== TASK DIRECTIONS ==
The records below are made of lines; count those holding the word "note" and give the number only.

== RECORD EXTRACTS ==
◆ ◆ ◆ ◆ ◆ ◆ ◆
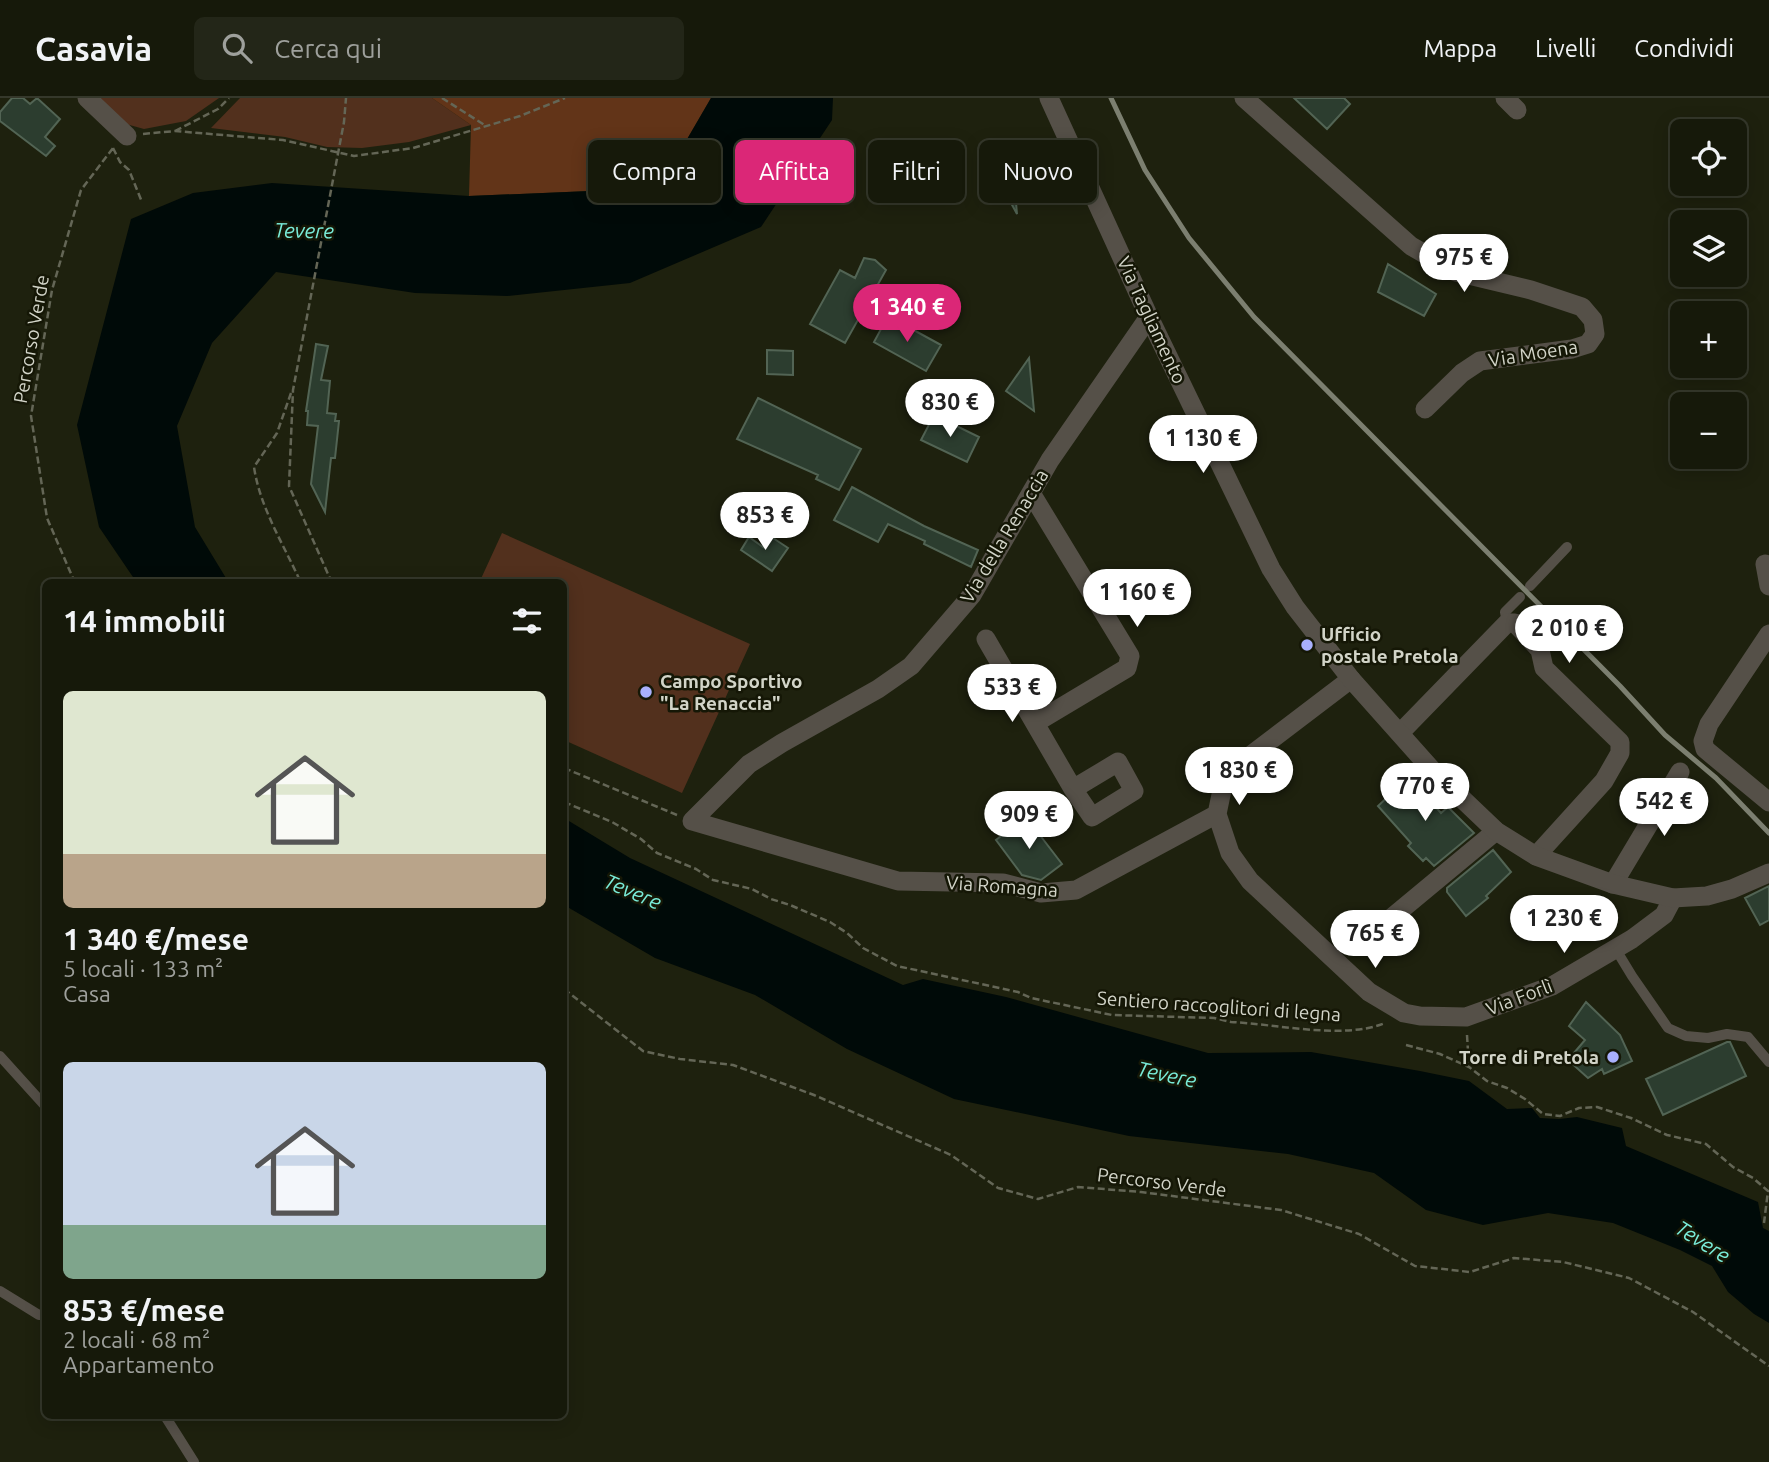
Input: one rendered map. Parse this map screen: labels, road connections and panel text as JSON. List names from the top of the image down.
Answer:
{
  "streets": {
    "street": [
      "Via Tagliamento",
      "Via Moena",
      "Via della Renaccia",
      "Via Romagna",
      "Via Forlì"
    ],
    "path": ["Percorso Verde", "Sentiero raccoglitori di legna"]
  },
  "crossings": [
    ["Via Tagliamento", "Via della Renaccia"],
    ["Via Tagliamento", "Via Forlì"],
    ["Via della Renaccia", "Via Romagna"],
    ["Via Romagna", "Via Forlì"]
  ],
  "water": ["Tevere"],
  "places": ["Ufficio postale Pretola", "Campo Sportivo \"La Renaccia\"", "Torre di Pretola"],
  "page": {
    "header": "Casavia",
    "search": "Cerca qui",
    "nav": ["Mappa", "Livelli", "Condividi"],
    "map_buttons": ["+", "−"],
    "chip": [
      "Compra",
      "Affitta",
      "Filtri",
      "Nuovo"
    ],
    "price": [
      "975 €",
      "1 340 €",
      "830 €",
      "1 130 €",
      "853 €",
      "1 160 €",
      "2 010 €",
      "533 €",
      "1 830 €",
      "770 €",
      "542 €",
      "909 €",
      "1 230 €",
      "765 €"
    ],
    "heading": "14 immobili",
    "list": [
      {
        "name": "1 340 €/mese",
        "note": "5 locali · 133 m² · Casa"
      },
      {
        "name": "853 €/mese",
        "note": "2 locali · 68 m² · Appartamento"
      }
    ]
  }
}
◆ ◆ ◆ ◆ ◆ ◆ ◆
== OUTPUT BELOW ==
2